Frage an Omid Nouripour von Berthold F. bezüglich Recht
Sehr geehrter Herr Nouripur,
Ihnen dürfte bekannt sein, dass ein Flugsicherungsgesetz vorbereitet wird und die DFS privatisert werden soll.
Den Entwurf (siehe http://www.fluglaerm-eppstein.de/cgi-bin/BuReg_050707_Flugsicherheitsgesetz(Entwurf).pdf ) habe ich mir angeschaut und dabei Erschreckendes festgestellt. Soweit es sich mir erschließt, wird die Flugverfahrensplanung, die die DFS auch künftig betreiben darf, weder staatlicher Aufsicht noch Weisung unterliegen
(der entsprechende Satz in §27c LuftVG wird ersatzlos gestrichen); da der
Schutz vor Lärm sich auf unzumutbarem Fluglärm beschränken soll (Leq3 >65
dB(A)?). Da es keinerlei Grenzwerte und Verordnungen gibt, wie Lärm zu
berücksichtigen ist, stützen sich die Behörden bei der Bestimmung der Unzumutbarkeit erfahrungsgemäß auf von der Luftfahrt bezahlten lärmmedizinischen Gefälligkeitsgutachten, in denen sehr hohe Werte der Zumutbarkeit genannt werden. Somit läuft der Entwurf auf einen Freibrief zur Planung
nahezu beliebig lauter Verfahren und großflächiger Verlärmung flughafennaher Regionen hinaus. Mir scheint, dass die DFS sogar einen Rechtsanspruch auf die Festsetzung von ihr gewünschter Verfahren
bekommen würde; die gesetzlich vorgesehenen Effizienzvorgaben wären für
die DFS ein gutes Argument, ihre Vorstellungen durchzudrücken.

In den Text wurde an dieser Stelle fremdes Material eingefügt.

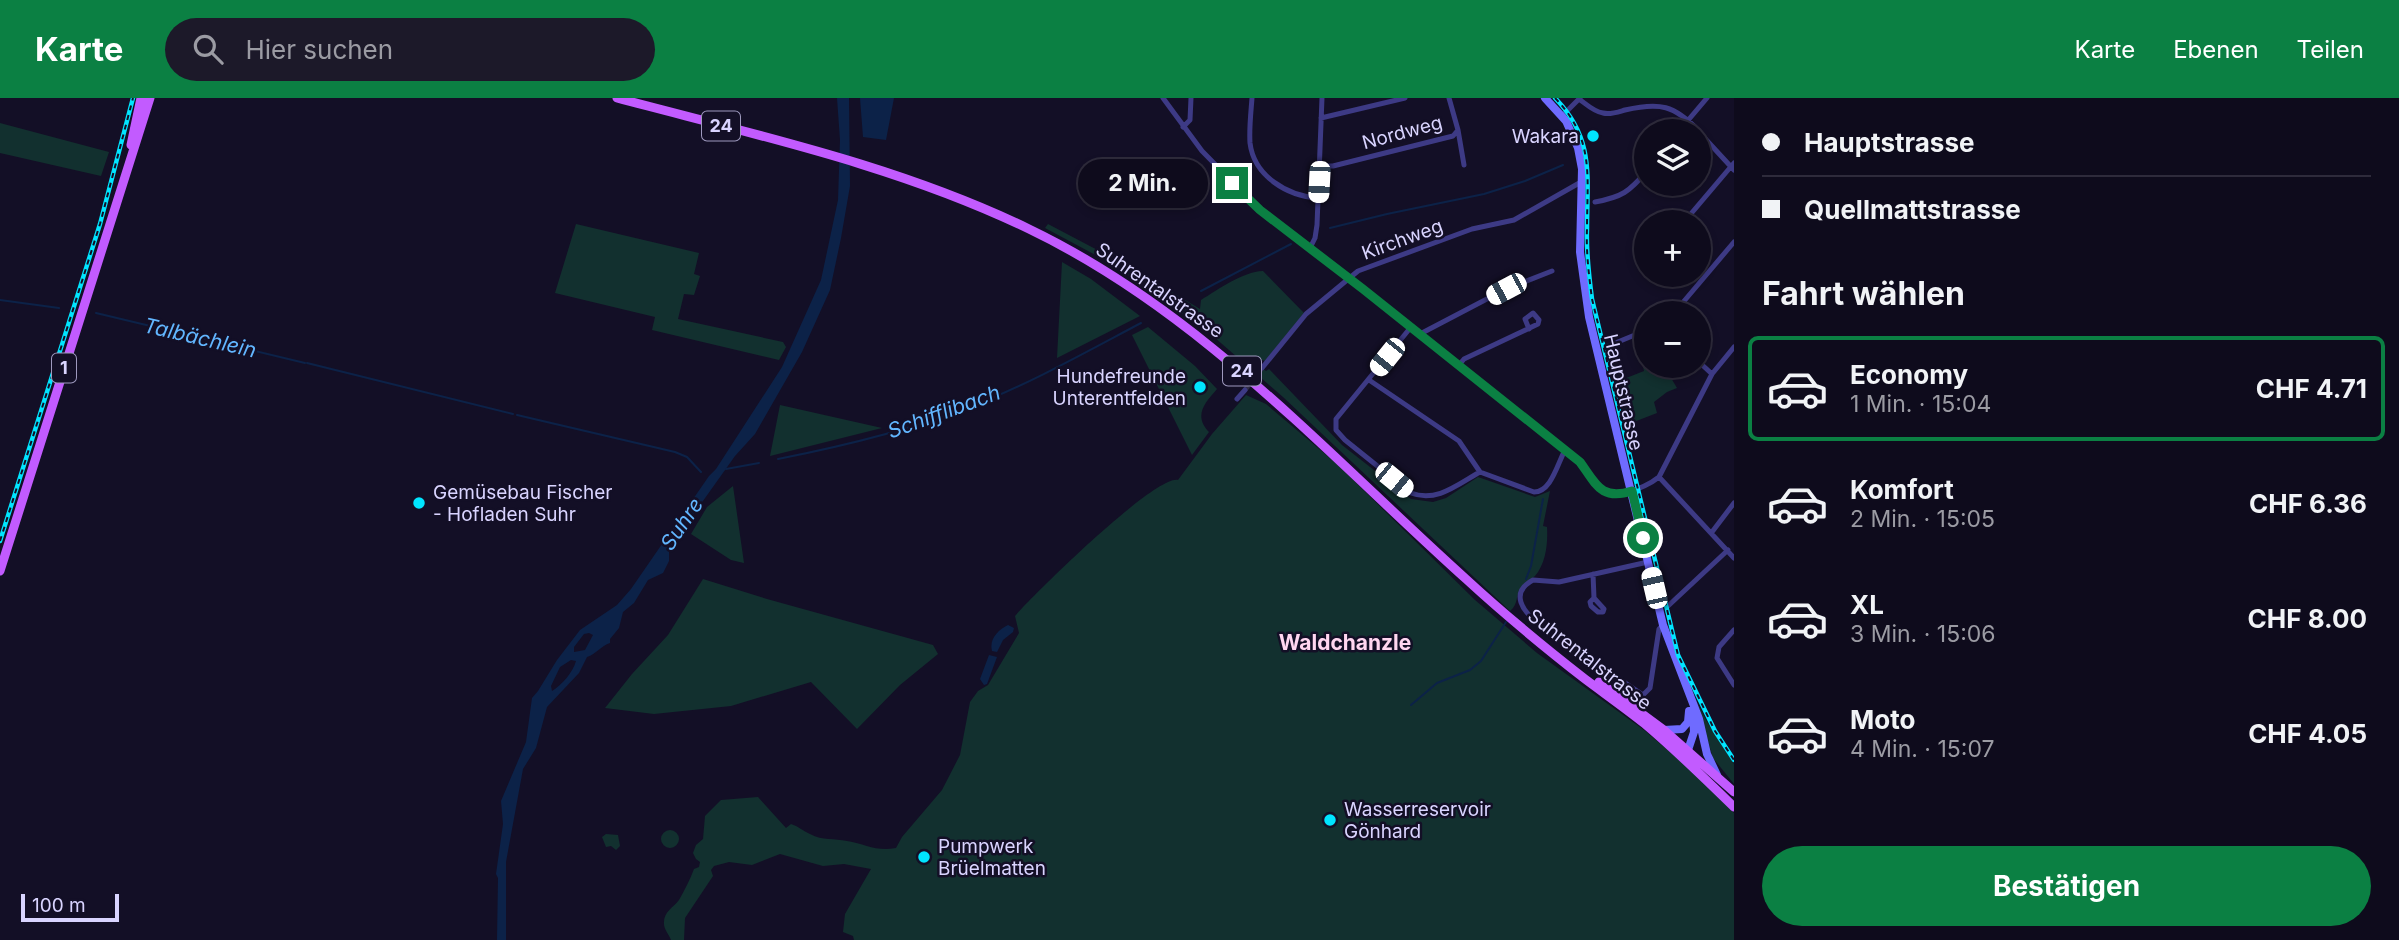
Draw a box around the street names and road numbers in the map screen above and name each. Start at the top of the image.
road number: 24 [702,111,740,140]
street label: Nordweg [1359,111,1445,154]
street label: Kirchweg [1359,214,1446,265]
street label: Suhrentalstrasse [1091,238,1228,343]
street label: Hauptstrasse [1599,332,1648,453]
road number: 1 [52,354,76,382]
road number: 24 [1223,356,1261,386]
street label: Suhrentalstrasse [1523,604,1656,715]

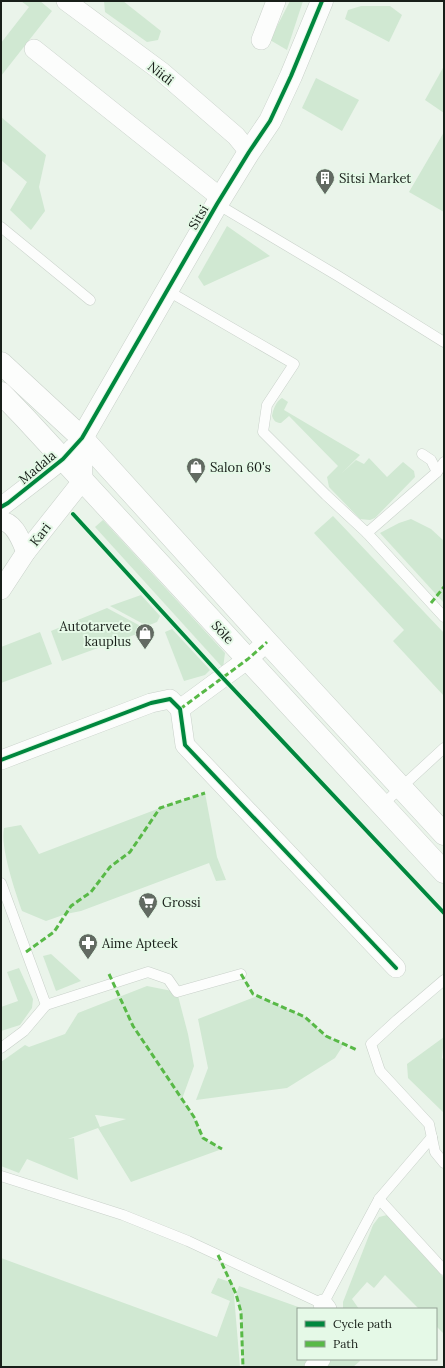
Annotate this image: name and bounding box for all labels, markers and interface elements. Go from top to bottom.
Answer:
street label: Niidi [144,58,177,89]
building icon: Sitsi Market [314,167,336,195]
place label: Sitsi Market [339,170,411,187]
street label: Sitsi [185,202,212,233]
street label: Madala [15,447,60,488]
shop icon: Salon 60's [185,456,207,484]
place label: Salon 60's [210,459,271,476]
street label: Kari [26,519,55,549]
street label: Sõle [208,617,238,647]
place label: Autotarvete kauplus [58,618,131,650]
shop icon: Autotarvete kauplus [134,622,156,650]
supermarket icon: Grossi [137,891,159,919]
place label: Grossi [162,894,201,911]
pharmacy icon: Aime Apteek [77,932,99,960]
place label: Aime Apteek [101,935,178,952]
legend [297,1308,437,1360]
text: Cycle path [333,1316,392,1331]
text: Path [333,1336,358,1351]

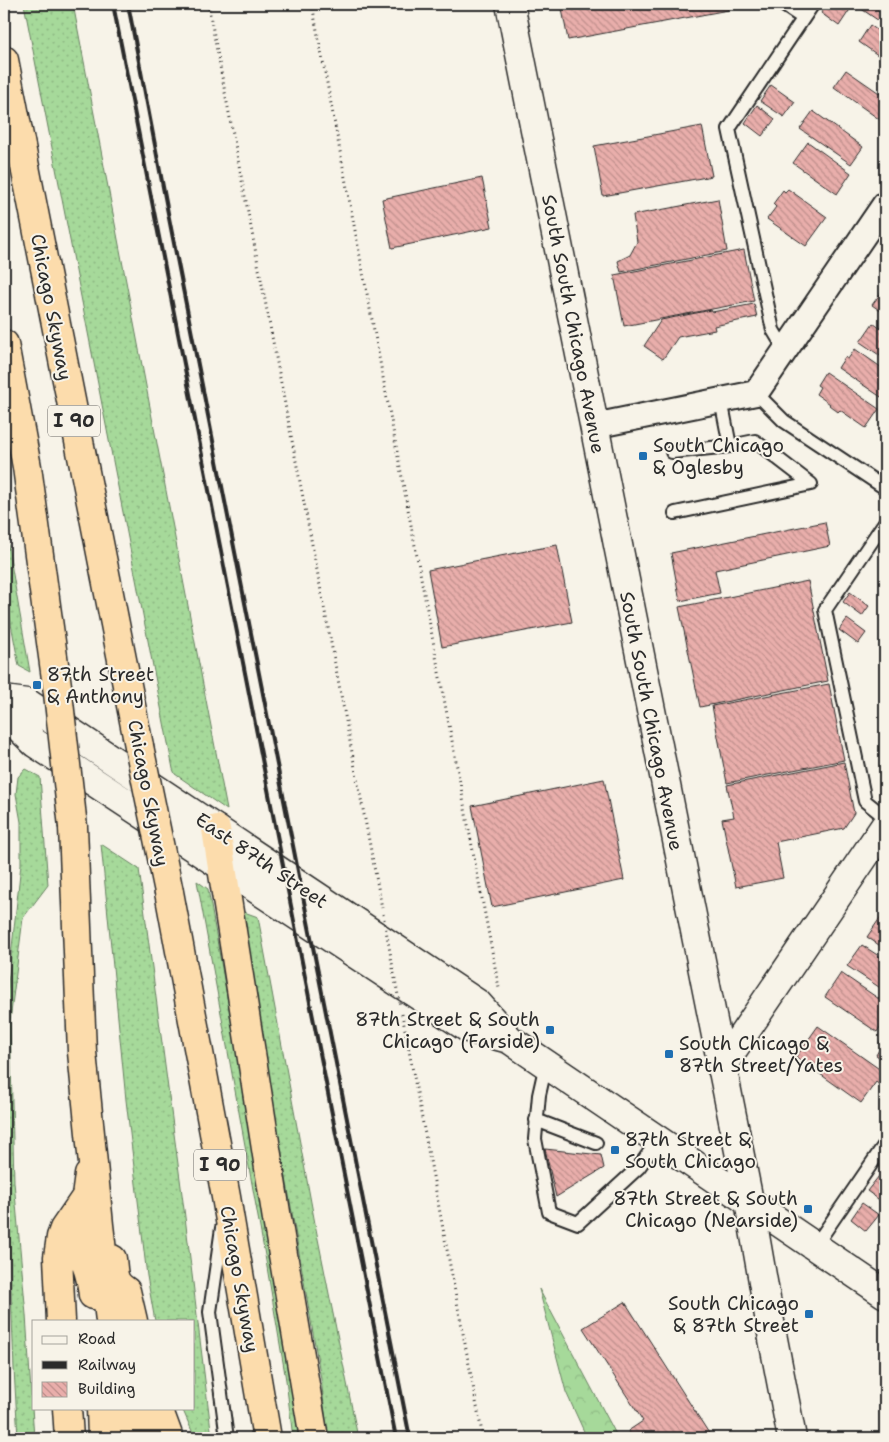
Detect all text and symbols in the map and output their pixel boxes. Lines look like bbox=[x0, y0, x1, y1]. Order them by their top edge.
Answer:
street label: South South Chicago Avenue bbox=[536, 192, 611, 456]
street label: Chicago Skyway bbox=[25, 232, 78, 383]
road number: I 90 bbox=[48, 406, 100, 436]
place label: South Chicago & Oglesby bbox=[653, 433, 784, 480]
marker: South Chicago & Oglesby bbox=[637, 450, 649, 462]
street label: South South Chicago Avenue bbox=[614, 589, 689, 853]
place label: 87th Street & Anthony bbox=[47, 662, 154, 709]
marker: 87th Street & Anthony bbox=[31, 679, 43, 691]
street label: Chicago Skyway bbox=[122, 718, 175, 869]
street label: East 87th Street bbox=[191, 807, 333, 914]
place label: 87th Street & South Chicago (Farside) bbox=[355, 1007, 540, 1054]
marker: 87th Street & South Chicago (Farside) bbox=[544, 1024, 556, 1036]
place label: South Chicago & 87th Street/Yates bbox=[679, 1031, 843, 1078]
marker: South Chicago & 87th Street/Yates bbox=[663, 1048, 675, 1060]
place label: 87th Street & South Chicago bbox=[625, 1127, 756, 1174]
marker: 87th Street & South Chicago bbox=[609, 1144, 621, 1156]
road number: I 90 bbox=[194, 1150, 246, 1180]
place label: 87th Street & South Chicago (Nearside) bbox=[613, 1186, 798, 1233]
marker: 87th Street & South Chicago (Nearside) bbox=[802, 1203, 814, 1215]
street label: Chicago Skyway bbox=[214, 1204, 265, 1355]
place label: South Chicago & 87th Street bbox=[668, 1291, 799, 1338]
marker: South Chicago & 87th Street bbox=[803, 1308, 815, 1320]
legend bbox=[32, 1320, 195, 1410]
text: Road bbox=[78, 1329, 116, 1349]
text: Railway bbox=[78, 1355, 136, 1375]
text: Building bbox=[78, 1379, 135, 1399]

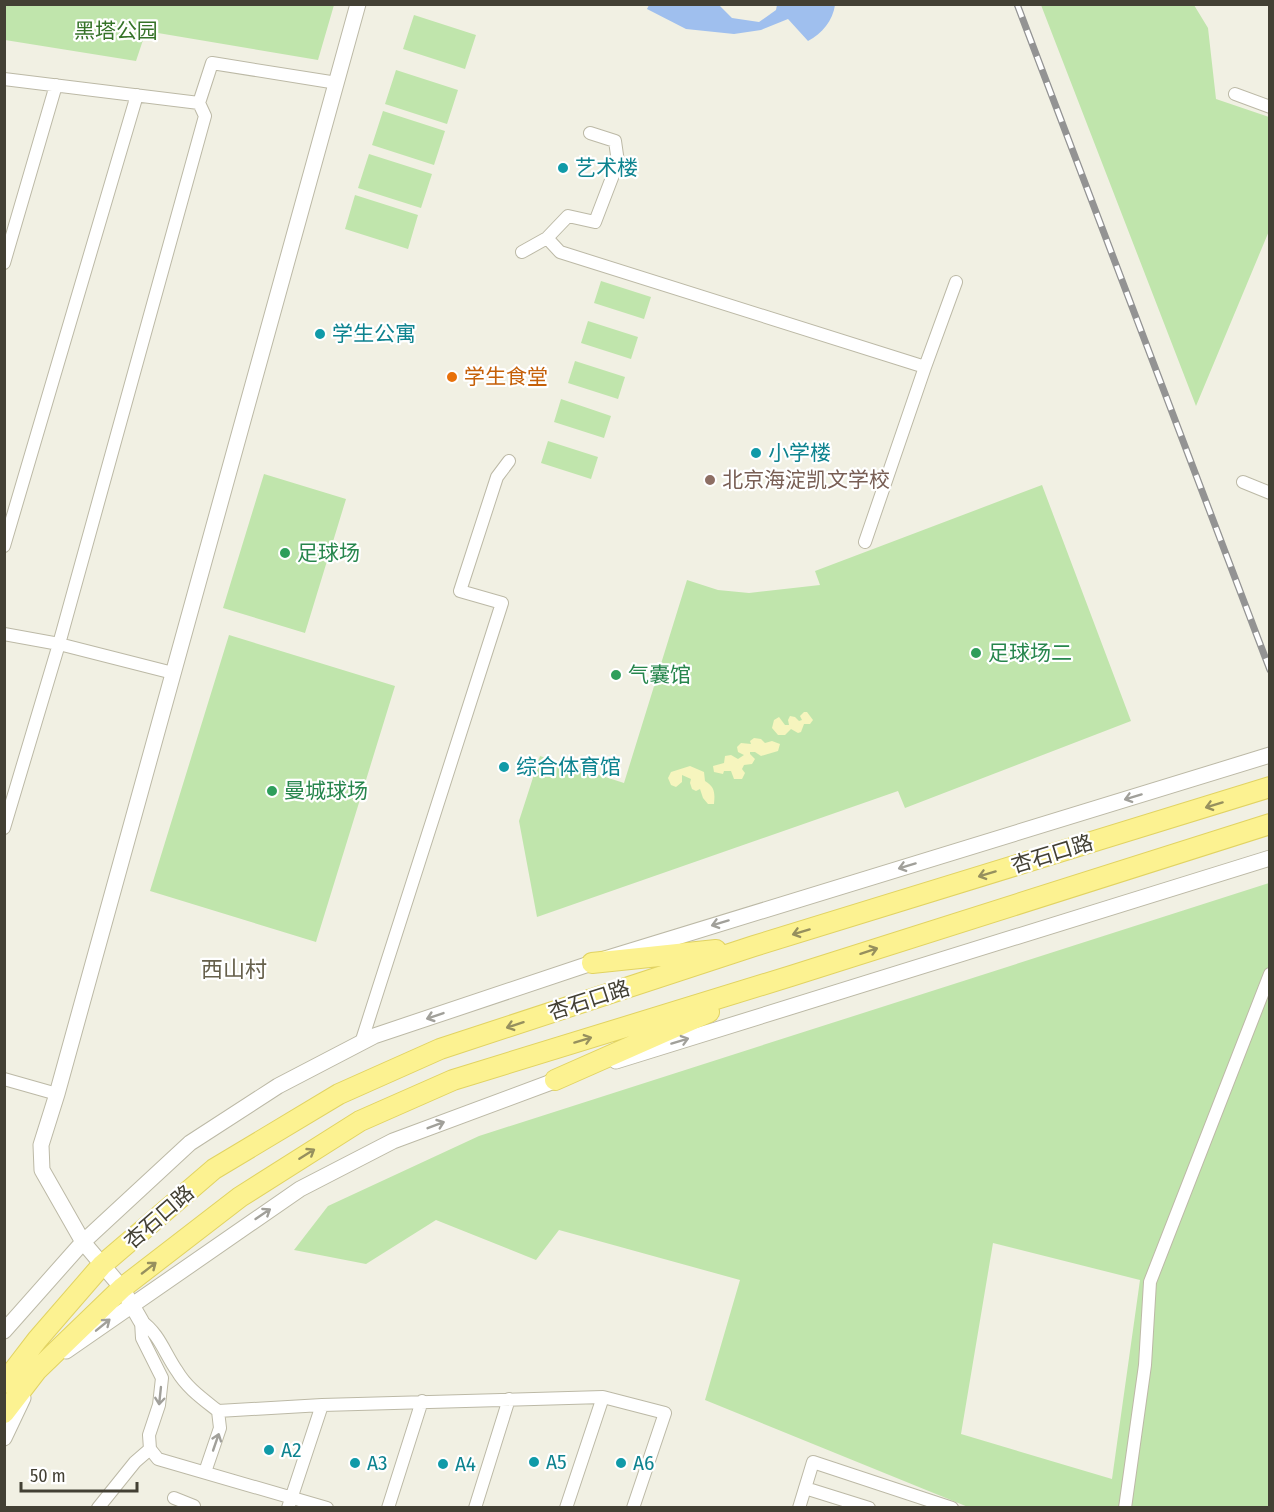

Wie wollen Sie künftig gewährleisten, dass die Fluglärmschutzbelange gerade in unserer Region, die zwar erheblich, aber nicht unzumutbar im Sinne der Gefälligkeitsgutachter belastet ist, gewahrt werden? Werden Sie dafür eintreten, dass künftig die Behörden die Bürger nicht nur vor unzumutbarem Fluglärm schützen sollen, sondern auch vor geringerem? An diesem einem Wort "unzumutbarem" in §29 Abs.(2) LuftVG ist übrigens die TABUM-Klage vor dem BVerwG gescheitert. Werden Sie dafür eintreten, dass Bürger im Sinne der Europäischen Verfassung vor einer Flugroutenänderung gehört werden müssen?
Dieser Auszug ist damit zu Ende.